## Where are we now
1. Python - general problem solving
2. Data Science - Numpy, Pandas, Sklearn, Matplotlib
3. ML from Scratch - Intuition (so for those who want to further advance ........)
4. Signal Processing - Energy, Telecommunications, Biosignals, Time Series
5. Deep Learning - PyTorch
    1. One of the most popular DL framework (against TensorFlow)

## Deep Learning vs. Machine Learning

Good News
- Deep Learning can automatically feature engineer / feature selection
- Deep Learning can benefit from huge amount of data, while Machine Learning cannot
    - 100 samples vs 1000 samples, ML will get the same accuracy
    - But DL will see increased accuracy
- Deep Learning is basically stacking a lot of linear regression together
    - DL can learn very complex patterns
    - DL is perfect for (1) images, (2) text, (3) time series / signal (very random)

Bad News
- Deep Learning sucks with small data (vs.

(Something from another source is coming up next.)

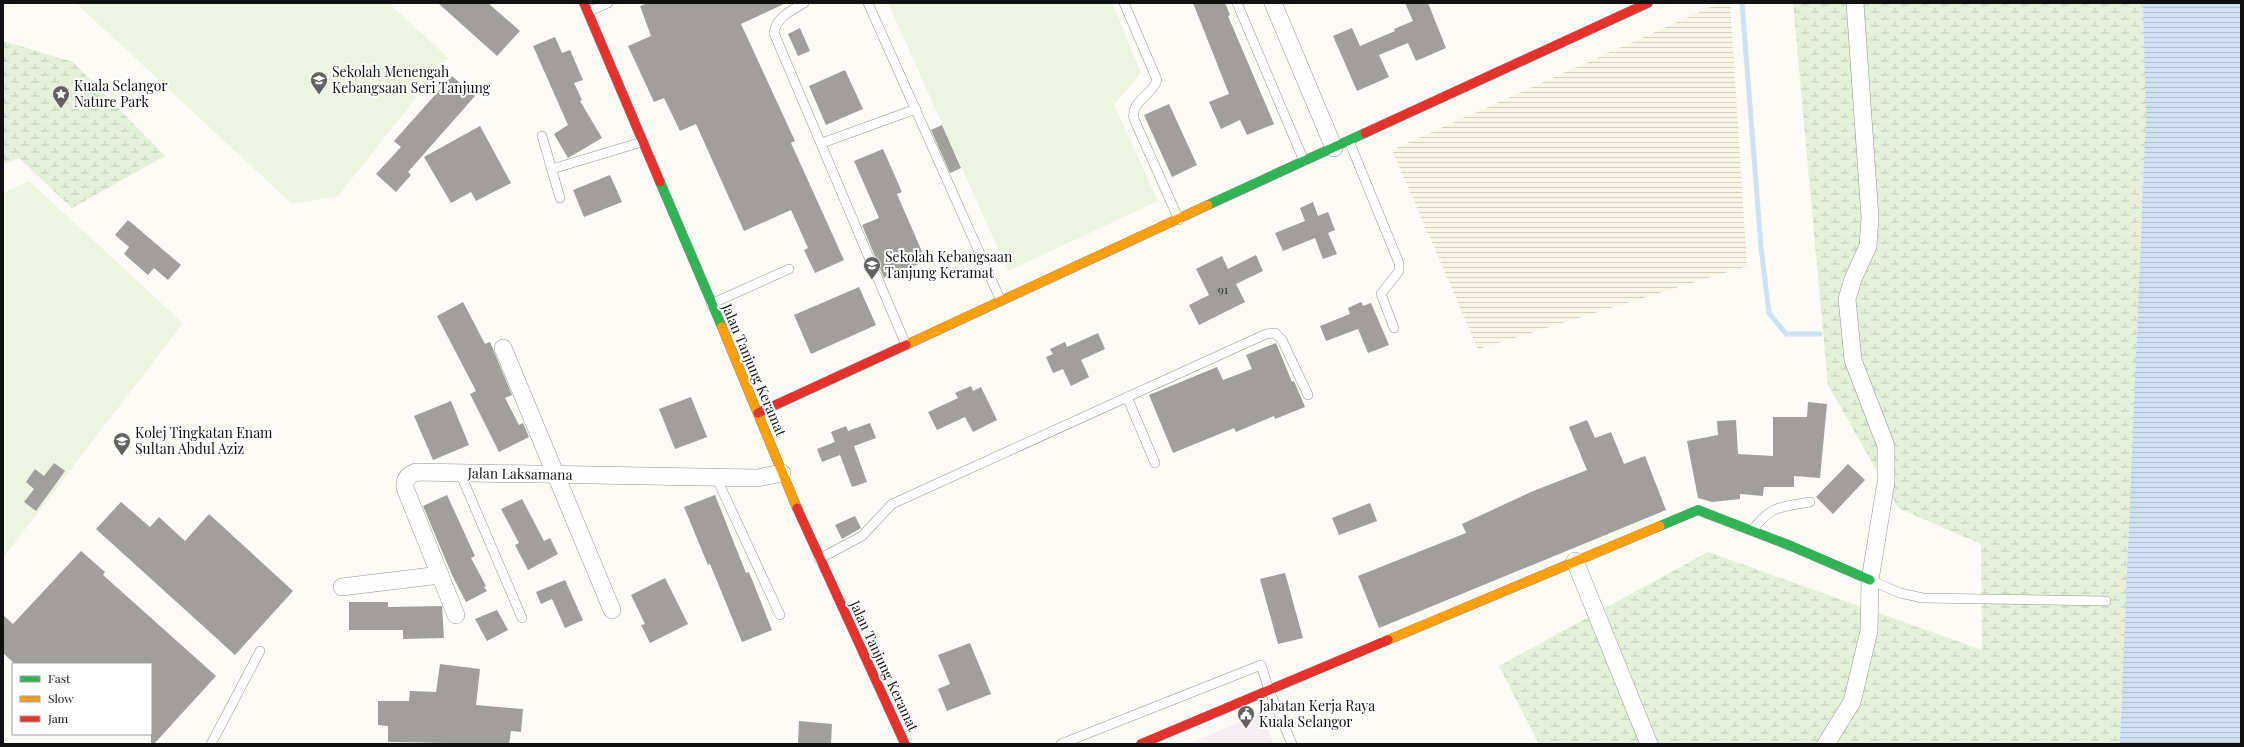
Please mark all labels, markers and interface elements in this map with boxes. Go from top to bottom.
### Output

Machine Learning) - 5000++ samples
- For Tabular Data, Deep Learning will ALMOST LOSE TO gradient boosting (or its variants)
    - Gradient Boosting is basically decision tree stacking after one another....
    - For most competition, XGBoost and LIghtGBM are always the winner for tabular data
    - If you work in a company, mostly they use tabular data, then you should look for gradient boosting types....
- Deep Learing has NO feature importance; so it's mostly blackbox.... (Explanable AI)

# PyTorch

In [1]:
#pip install torch or pip3 install torch or conda install torch
import numpy as np
import torch

In [2]:
np.__version__

'1.22.3'

In [3]:
torch.__version__

'1.12.1+cpu'

## Torch Tensors

Pytorch don't use Numpy, Instead, it has its own data structures, called Tensor, which support automatic differentiation

### Create torch Tensor from Numpy 

In [4]:
#create a numpy array of 1 to 5
arr = np.arange(1,6)
arr

#print the data type
arr.dtype #int64

#print the type()
type(arr) #belongs to Python itself

numpy.ndarray

In [5]:
#convert numpy to tensor

#1. from_numpy (copy)
torch_arr_from = torch.from_numpy(arr)
torch_arr_from.dtype  #torch.int64
type(torch_arr_from)  #torch.Tensor
torch_arr_from.type() #torch.LongTensor (int64); if torch.IntTensor (int32)
                      #torch.FloatTensor (float32); if torch.DoubleTensor (float64)
#from_numpy is a copy!!!  This is intended, for easy use between numpy and tensor...
# arr[2] = 999
# torch_arr_from

#2. tensor (not a copy)
torch_arr_tensor = torch.tensor(arr)  #everything is the same, except it's NOT a copy
arr[2] = 9999999
torch_arr_tensor

#In our class, mostly we use torch.tensor; it won't fail us :-)

  torch_arr_from = torch.from_numpy(arr)


RuntimeError: Numpy is not available

## Some API to create tensor

'torch.empty(size)'

'torch.oens(size)'

'torch.zeros(size)'

'torch.arange(start,stop(ex),step)'

'torch.linspace(start,stop(ex),step)' - power of 10

'torch.rand(size)' - [0,1)

'torch.randn(size)' - std = 1 with uniform distribution 

'torch.randint(low, high ,size)' - [low, high)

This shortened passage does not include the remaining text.